In a way, that should be kind of freeing for Flannery as he contemplates GE's future and the appropriate structure for its myriad businesses. I've wondered before whether he might be held back by GE's historical identity and the inherent difficulties of reshaping an institution that molded him over a more than 30-year career. I don't think it's a good thing that GE was dropped from the Dow, but it’s one less shackle to the past that might discourage Flannery from undertaking a complete top-to-down rethinking of its identity. That's really what this company needs. Part of the reason GE is in this mess is that it was allowed to rest for far too long on past laurels.
Flannery has announced some asset divestitures, the biggest of which is an agreement to merge GE's transportation unit with Wabtec Corp. at an $11 billion valuation. But he’s going to have to come up with bigger moves to raise cash and fend off a credit-rating downgrade. The CEO now has a cleaner path to do something radical, including a full-blown breakup that would see GE's main businesses stand alone. There really is little reason for them to stand together anymore.

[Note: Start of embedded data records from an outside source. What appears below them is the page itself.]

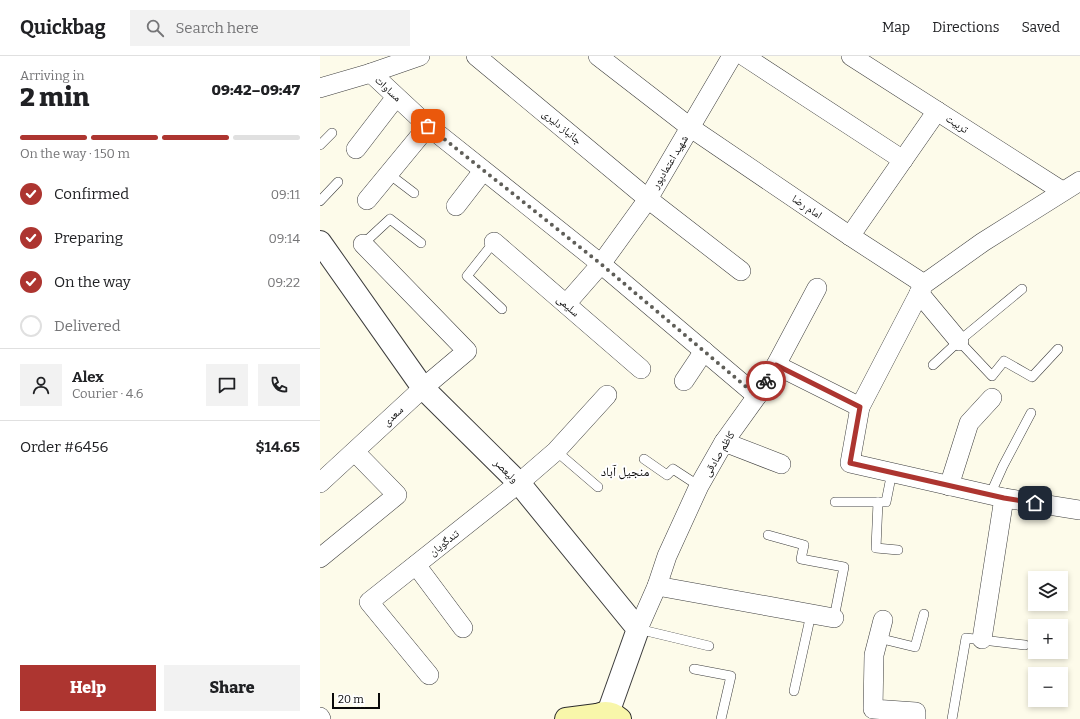 <!DOCTYPE html>
<meta charset="utf-8">
<style>
body{margin:0;font-family:Bitter,"Noto Naskh Arabic",serif;background:#f2f2f2;color:#202124;height:100vh;display:flex;flex-direction:column;font-size:15px;white-space:nowrap}
*{box-sizing:border-box;margin:0}
p{font-size:13px;color:#757577}
.icon{flex:none;width:22px;height:22px;fill:none;stroke:currentColor;stroke-width:2;stroke-linecap:round;stroke-linejoin:round}
.map{position:relative;flex:1;overflow:hidden}
.details{display:flex;flex-direction:column;background:#fff;width:320px}
.details>*{flex:none}
.controls{position:absolute;left:708px;top:515px;display:grid;gap:8px}
.controls a{display:grid;place-items:center;width:40px;height:40px;border-radius:0px;background:#fff;box-shadow:0 2px 6px #0003;font-size:20px}
.scale{position:absolute;left:12px;bottom:10px;width:48px;box-sizing:border-box;padding-left:4px;border:2px solid #0a0a0a;border-top:0;font-size:11px;line-height:14px;white-space:nowrap;color:#0a0a0a;-webkit-text-stroke:3px #fff;paint-order:stroke}
.pin{position:absolute;display:grid;place-items:center;width:34px;height:34px;color:#fff;margin:-17px;border-radius:8px;box-shadow:0 2px 6px #0006}
.courier{position:absolute;display:grid;place-items:center;width:40px;height:40px;margin:-20px;border:3px solid #ad3530;border-radius:50%;background:#fff;color:#222;box-shadow:0 1px 5px #0007}
.summary em{font-style:normal;font-weight:800}
.summary div{display:flex;flex-direction:column-reverse}
.summary{display:flex;align-items:center;justify-content:space-between;height:68px;padding:0 20px}
h1{font-size:26px;font-weight:800;line-height:30px}
.bar{display:grid;grid-template-columns:repeat(4,1fr);gap:6px 4px;align-content:center;height:48px;padding:0 20px}
.bar i{height:5px;border-radius:3px;background:#e0e0e0}
.bar .current{background:#ad3530}
.bar p{grid-column:span 4}
.line{display:flex;align-items:center;gap:10px;padding:0 20px;border-top:1px solid #e0e0e0}
.line div{flex:1}
.round{display:grid;place-items:center;flex:none;width:42px;height:42px;border-radius:0px;background:#f2f2f2}
ol{padding:0 20px;list-style:none}
li{display:flex;align-items:center;gap:12px;height:44px}
li p{margin-inline-start:auto}
li .icon{padding:4px;border-radius:50%;background:#ad3530;color:#fff;stroke-width:4}
li:last-child{color:#757577}
li i{width:22px;height:22px;border:2px solid #e0e0e0;border-radius:50%}
.primary-button{display:flex;gap:8px;margin-top:auto;padding:8px 20px}
.primary-button a{flex:1;height:46px;border-radius:0px;background:#ad3530;color:#fff;font-size:16px;font-weight:800;line-height:46px;text-align:center}
.primary-button a+a{background:#f2f2f2;color:#202124}
header{display:flex;align-items:center;gap:24px;box-sizing:border-box;height:56px;padding:0 20px;background:#fff;border-bottom:1px solid #e0e0e0}
header strong{font-size:19px}
nav{display:flex;gap:22px;margin-inline-start:auto;font-size:14px}
.search{width:280px;height:36px;background:#f2f2f2;display:flex;align-items:center;gap:10px;box-sizing:border-box;padding:0 14px;border-radius:0px;color:#757577;font-size:15px}
main{display:flex;flex:1;min-height:0}
.map>svg:first-child{display:block}
.lines{fill:none;stroke-linecap:round;stroke-linejoin:round}
.service-casing{stroke:#3d3d3d;stroke-width:10}
.minor-casing{stroke:#3d3d3d;stroke-width:20}
.tertiary-casing{stroke:#3d3d3d;stroke-width:24}
.secondary-casing{stroke:#2c2c2c;stroke-width:24}
.service{stroke:#fff;stroke-width:9}
.minor{stroke:#fff;stroke-width:19}
.tertiary{stroke:#fff;stroke-width:22}
.secondary{stroke:#f8f6aa;stroke-width:22}
.done{stroke:#5f5e58;stroke-width:4;stroke-dasharray:0 7.2}
.route{stroke:#ad3530;stroke-width:5}
.labels{text-anchor:middle;dominant-baseline:central;stroke-width:4;stroke-linejoin:round;paint-order:stroke}
.street-label{font-size:11px;fill:#0a0a0a;stroke:#fff}
.quarter-label{font-size:13px;fill:#0a0a0a;stroke:#fff}
</style>
<header>
<strong>Quickbag</strong>
<div class="search"><svg class="icon" aria-label="search" viewBox="0 0 24 24"><circle cx="10" cy="10" r="6"/><path d="M15 15l6 6"/></svg>Search here</div>
<nav><a>Map</a><a>Directions</a><a>Saved</a></nav>
</header>
<main>
<section class="details">
<div class="summary"><div><h1>2 min</h1><p>Arriving in</p></div><em>09:42–09:47</em></div>
<div class="bar"><i class="current"></i><i class="current"></i><i class="current"></i><i></i><p>On the way · 150 m</p></div>
<ol>
<li><svg class="icon" aria-label="check" viewBox="0 0 24 24"><path d="M5 12l5 5 9-10"/></svg>Confirmed<p>09:11</p></li>
<li><svg class="icon" aria-label="check" viewBox="0 0 24 24"><path d="M5 12l5 5 9-10"/></svg>Preparing<p>09:14</p></li>
<li><svg class="icon" aria-label="check" viewBox="0 0 24 24"><path d="M5 12l5 5 9-10"/></svg>On the way<p>09:22</p></li>
<li><i></i>Delivered</li>
</ol>
<div class="line" style="height:72px"><a class="round"><svg class="icon" aria-label="person" viewBox="0 0 24 24"><circle cx="12" cy="8" r="4"/><path d="M4 21q1-7 8-7t8 7"/></svg></a><div><b>Alex</b><p>Courier · 4.6</p></div><a class="round"><svg class="icon" aria-label="chat" viewBox="0 0 24 24"><path d="M4 5h16v11H9l-5 4z"/></svg></a><a class="round"><svg class="icon" aria-label="phone" viewBox="0 0 24 24"><path d="M5 4h4l2 5-3 2q2 4 5 5l2-3 5 2v4C11 20 4 13 5 4z"/></svg></a></div>
<div class="line" style="height:52px"><div>Order #6456</div><b>$14.65</b></div>
<div class="primary-button"><a>Help</a><a>Share</a></div>
</section>
<div class="map">
<svg width="760" height="663" viewBox="0 0 760 663">
<rect width="100%" height="100%" fill="#fdfbea"/>
<g class="lines">
<defs>
<g id="service">
<polyline points="0,89 12,77"/>
<polyline points="69,118 94,137"/>
<polyline points="0,145 18,126"/>
<polyline points="174,186 147,220 182,253"/>
<polyline points="43,188 70,163 101,187"/>
<polyline points="639,285 672,320 684,305 712,321 738,293"/>
<polyline points="613,309 639,285 702,233"/>
<polyline points="236,395 278,431"/>
<polyline points="324,403 347,419 353,413 379,430"/>
<polyline points="670,439 683,410 711,357"/>
<polyline points="515,446 566,446 572,416"/>
<polyline points="558,446 556,492 578,494"/>
<polyline points="448,479 484,489 481,503 524,511 514,562"/>
<polyline points="318,573 389,590"/>
<polyline points="558,582 595,591 604,558"/>
<polyline points="374,613 411,620 401,663"/>
<polyline points="474,635 491,558"/>
<polyline points="632,663 646,582 705,589"/>
</g>
<g id="minor">
<polyline points="156,0 328,143 421,215"/>
<polyline points="278,0 371,72 530,180 604,228"/>
<polyline points="424,0 583,104"/>
<polyline points="531,0 742,135"/>
<polyline points="51,17 108,70 281,208 437,340"/>
<polyline points="0,32 51,17 100,0"/>
<polyline points="36,93 76,41"/>
<polyline points="760,125 663,186 604,228 540,351 530,407 684,442 760,454"/>
<polyline points="47,144 108,70"/>
<polyline points="136,150 163,115"/>
<polyline points="530,180 617,55"/>
<polyline points="174,186 321,313"/>
<polyline points="599,237 639,285"/>
<polyline points="246,248 281,208 328,143 412,0"/>
<polyline points="456,309 540,351"/>
<polyline points="364,325 384,295"/>
<polyline points="404,386 461,408"/>
<polyline points="0,427 103,332 147,295 43,188"/>
<polyline points="629,430 649,367 672,342"/>
<polyline points="0,502 77,439 35,396"/>
<polyline points="96,509 143,572"/>
<polyline points="337,530 514,562"/>
<polyline points="563,564 554,599 553,653 596,656 596,663"/>
<polyline points="318,573 337,530 347,500 379,430 404,386 437,340 456,309 497,232"/>
<polyline points="662,583 684,442"/>
<polyline points="109,619 49,546 199,427 236,395 287,339"/>
<polyline points="0,661 1,663"/>
</g>
<polyline id="tertiary" points="0,186 103,332 199,427 318,573 288,657"/>
<g id="secondary">
<polyline points="246,663 277,659"/>
<path d="M272,663C281,655 290,655 300,663"/>
</g>
</defs>
<use href="#service" class="service-casing"/>
<use href="#minor" class="minor-casing"/>
<use href="#tertiary" class="tertiary-casing"/>
<use href="#secondary" class="secondary-casing"/>
<use href="#service" class="service"/>
<use href="#minor" class="minor"/>
<use href="#tertiary" class="tertiary"/>
<use href="#secondary" class="secondary"/>
</g>
<g class="lines">
<polyline class="done" points="108,70 281,208 437,340 446,325"/>
<polyline class="route" points="446,325 456,309 540,351 530,407 684,442 715,447"/>
</g>
<g class="labels">
<g class="street-label">
<text transform="translate(68 33) rotate(43)">مساوات</text>
<text transform="translate(637 68) rotate(33)">تربیت</text>
<text transform="translate(242 71) rotate(40)">جانباز دلیری</text>
<text transform="translate(350 106) rotate(-59)">شهید اعتمادپور</text>
<text transform="translate(487 151) rotate(34)">امام رضا</text>
<text transform="translate(248 250) rotate(41)">سلیمی</text>
<text transform="translate(73 360) rotate(-43)">سعدی</text>
<text transform="translate(399 398) rotate(-59)">کاظم صادقی</text>
<text transform="translate(186 415) rotate(45)">ولیعصر</text>
<text transform="translate(124 487) rotate(-38)">تندگویان</text>
</g>
<g class="quarter-label">
<text x="305" y="415">منجیل آباد</text>
</g>
</g>
</svg>
<div class="controls">
<a><svg class="icon" aria-label="layers" viewBox="0 0 24 24"><path d="M12 4l9 5-9 5-9-5zM3 14l9 5 9-5"/></svg></a>
<a>+</a>
<a>−</a>
</div>
<div class="scale">20 m</div>
<div class="pin" style="left:108px;top:70px;background:#ea580c"><svg class="icon" aria-label="bag" viewBox="0 0 24 24"><path d="M5 8h14l-1 12H6zM9 8a3 3 0 0 1 6 0"/></svg></div>
<div class="pin" style="left:715px;top:447px;background:#1f2937"><svg class="icon" aria-label="home" viewBox="0 0 24 24"><path d="M3 11l9-7 9 7M6 9v11h12V9"/></svg></div>
<div class="courier" style="left:446px;top:325px"><svg class="icon" aria-label="bike" viewBox="0 0 24 24"><circle cx="6" cy="16" r="4"/><circle cx="18" cy="16" r="4"/><path d="M6 16l4-8h5l3 8M10 8l3 8H6M13 5h3"/></svg></div>
</div>
</main>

The timing of the Dow decision strikes me as interesting. GE shares had fallen for five straight days, extending its decline over the past year to 55 percent. It had become a mere rounding error on the Dow, which is a price-weighted index. But changes to the membership list are made via a committee, rather than a rules-based process, and some GE watchers felt that the committee would give the company the benefit of time to sort itself out given its historical significance. It looks like the committee, like many investors, got tired of waiting.